Source material:
□ □ □ □
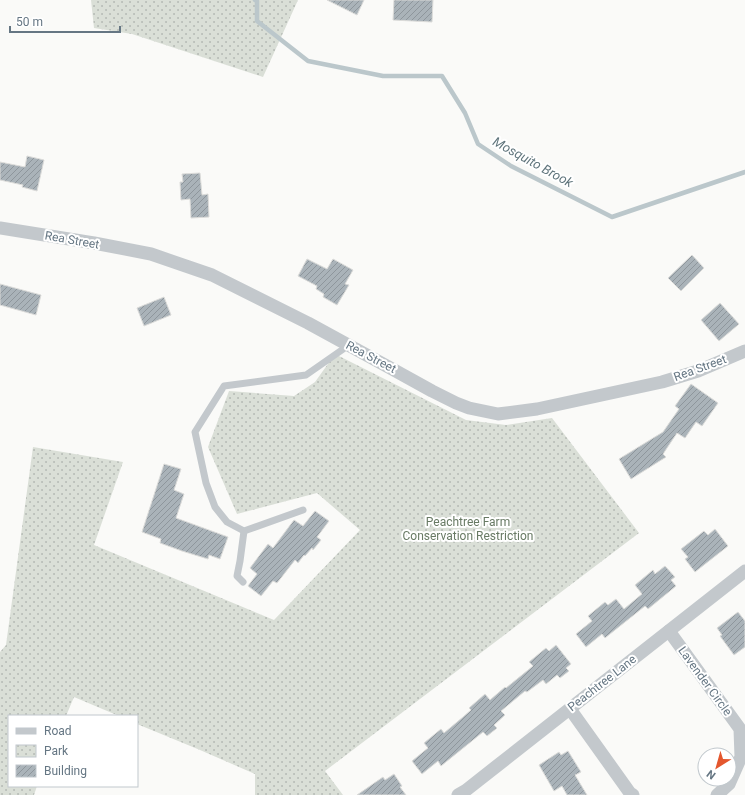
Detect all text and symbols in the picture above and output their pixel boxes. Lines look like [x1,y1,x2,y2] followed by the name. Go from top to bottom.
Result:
[10,8,120,34] scale bar
[16,15,43,29] text: 50 m
[490,134,576,190] water label: Mosquito Brook
[44,228,100,252] street label: Rea Street
[343,338,399,376] street label: Rea Street
[672,352,728,384] street label: Rea Street
[402,515,534,543] park label: Peachtree Farm Conservation Restriction
[675,644,735,718] street label: Lavender Circle
[565,652,639,714] street label: Peachtree Lane
[8,715,138,787] legend
[44,724,72,738] text: Road
[44,744,69,758] text: Park
[697,747,737,787] north arrow
[44,764,87,778] text: Building
[704,767,718,782] text: N

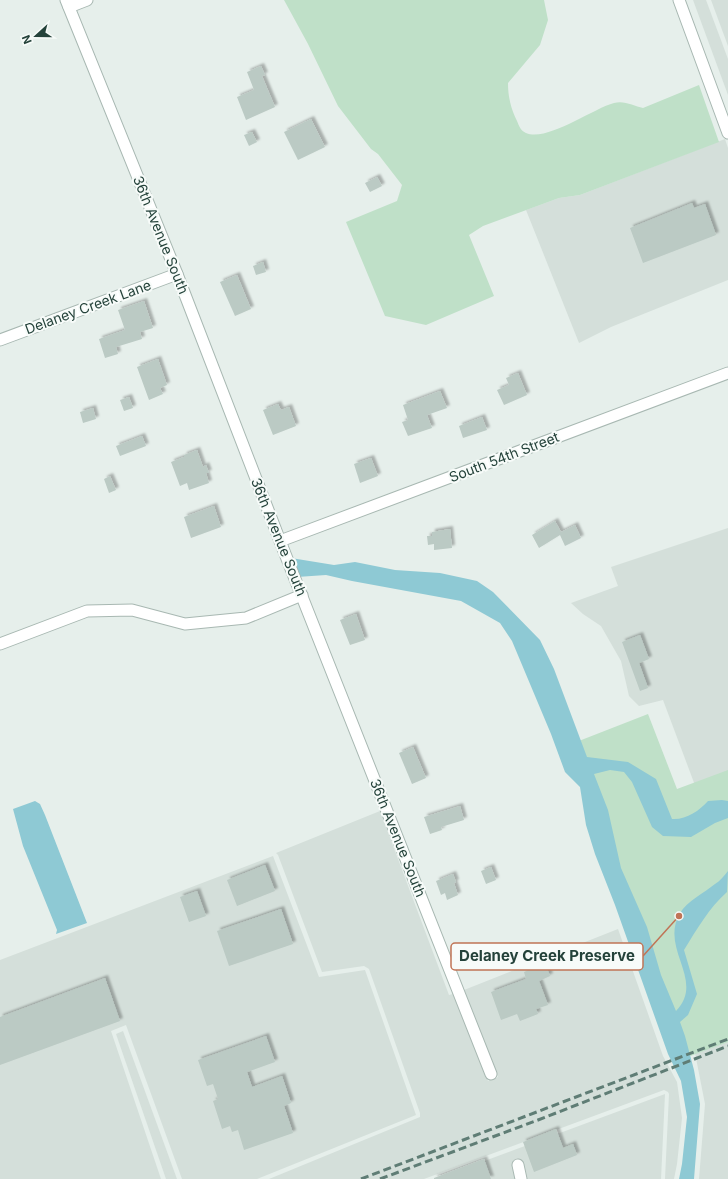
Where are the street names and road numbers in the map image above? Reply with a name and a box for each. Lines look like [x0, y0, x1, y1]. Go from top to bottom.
street label: 36th Avenue South [130, 173, 193, 296]
street label: Delaney Creek Lane [22, 276, 153, 337]
street label: South 54th Street [446, 428, 562, 485]
street label: 36th Avenue South [248, 475, 311, 598]
street label: 36th Avenue South [367, 776, 430, 899]

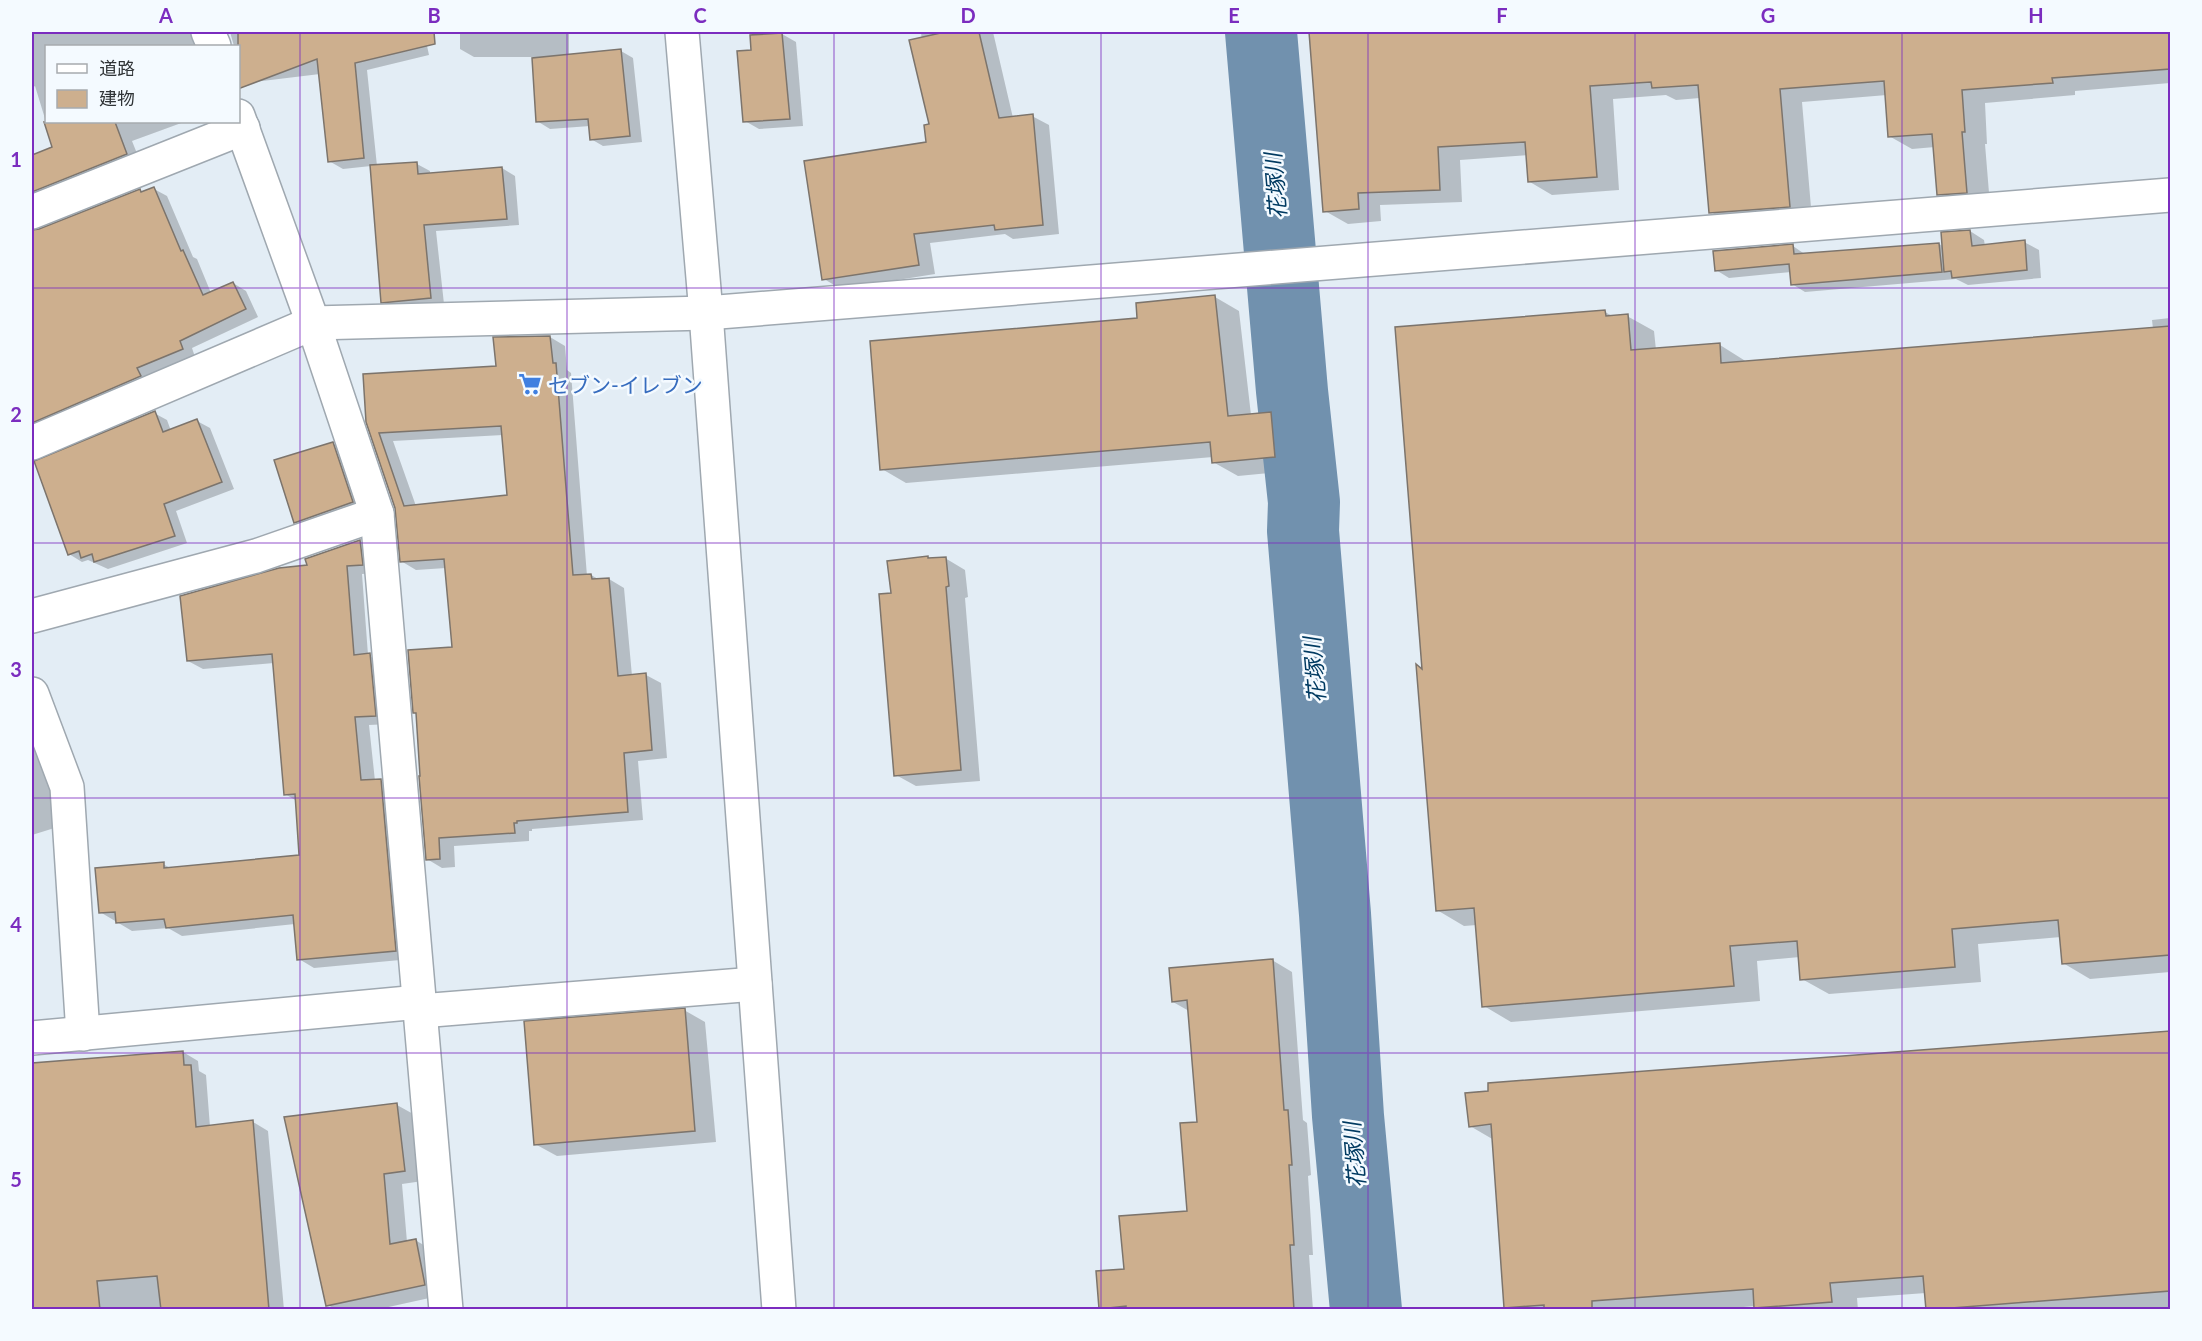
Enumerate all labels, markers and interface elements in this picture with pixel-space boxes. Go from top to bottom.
text: A [158,3,173,27]
text: B [427,3,441,27]
text: C [693,3,707,27]
text: D [960,3,976,27]
text: E [1228,3,1240,27]
text: F [1496,3,1508,27]
text: G [1761,3,1775,27]
text: H [2028,3,2044,27]
legend [45,45,240,123]
text: 道路 [99,57,135,79]
text: 建物 [99,87,135,109]
text: 1 [10,147,22,171]
water label: 花塚川 [1259,150,1291,220]
supermarket icon: セブン-イレブン [517,371,543,397]
place label: セブン-イレブン [548,372,703,397]
text: 2 [10,402,22,426]
water label: 花塚川 [1298,634,1330,704]
text: 3 [10,657,22,681]
text: 4 [10,912,22,936]
water label: 花塚川 [1338,1119,1370,1189]
text: 5 [10,1167,22,1191]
□ □ □ □
Exercise instructions: Each line above should be written out again exactly, and no picture should appear in the copy.

Response to the exercise:
Detect all text and symbols in the picture above and output their pixel boxes. Lines look like [x1,y1,x2,y2] followed by the name. Go from top to bottom.
Result:
[10,8,120,34] scale bar
[16,15,43,29] text: 50 m
[490,134,576,190] water label: Mosquito Brook
[44,228,100,252] street label: Rea Street
[343,338,399,376] street label: Rea Street
[672,352,728,384] street label: Rea Street
[402,515,534,543] park label: Peachtree Farm Conservation Restriction
[675,644,735,718] street label: Lavender Circle
[565,652,639,714] street label: Peachtree Lane
[8,715,138,787] legend
[44,724,72,738] text: Road
[44,744,69,758] text: Park
[697,747,737,787] north arrow
[44,764,87,778] text: Building
[704,767,718,782] text: N

Where are the street names and road numbers in the map image above? Reply with a name and a box for each. Lines look like [x0, y0, x1, y1]. Go from top to bottom.
street label: 36th Avenue South [130, 173, 193, 296]
street label: Delaney Creek Lane [22, 276, 153, 337]
street label: South 54th Street [446, 428, 562, 485]
street label: 36th Avenue South [248, 475, 311, 598]
street label: 36th Avenue South [367, 776, 430, 899]

Enumerate all labels, markers and interface elements in this picture with pixel-space boxes. Go from top to bottom.
text: A [158,3,173,27]
text: B [427,3,441,27]
text: C [693,3,707,27]
text: D [960,3,976,27]
text: E [1228,3,1240,27]
text: F [1496,3,1508,27]
text: G [1761,3,1775,27]
text: H [2028,3,2044,27]
legend [45,45,240,123]
text: 道路 [99,57,135,79]
text: 建物 [99,87,135,109]
text: 1 [10,147,22,171]
water label: 花塚川 [1259,150,1291,220]
supermarket icon: セブン-イレブン [517,371,543,397]
place label: セブン-イレブン [548,372,703,397]
text: 2 [10,402,22,426]
water label: 花塚川 [1298,634,1330,704]
text: 3 [10,657,22,681]
text: 4 [10,912,22,936]
water label: 花塚川 [1338,1119,1370,1189]
text: 5 [10,1167,22,1191]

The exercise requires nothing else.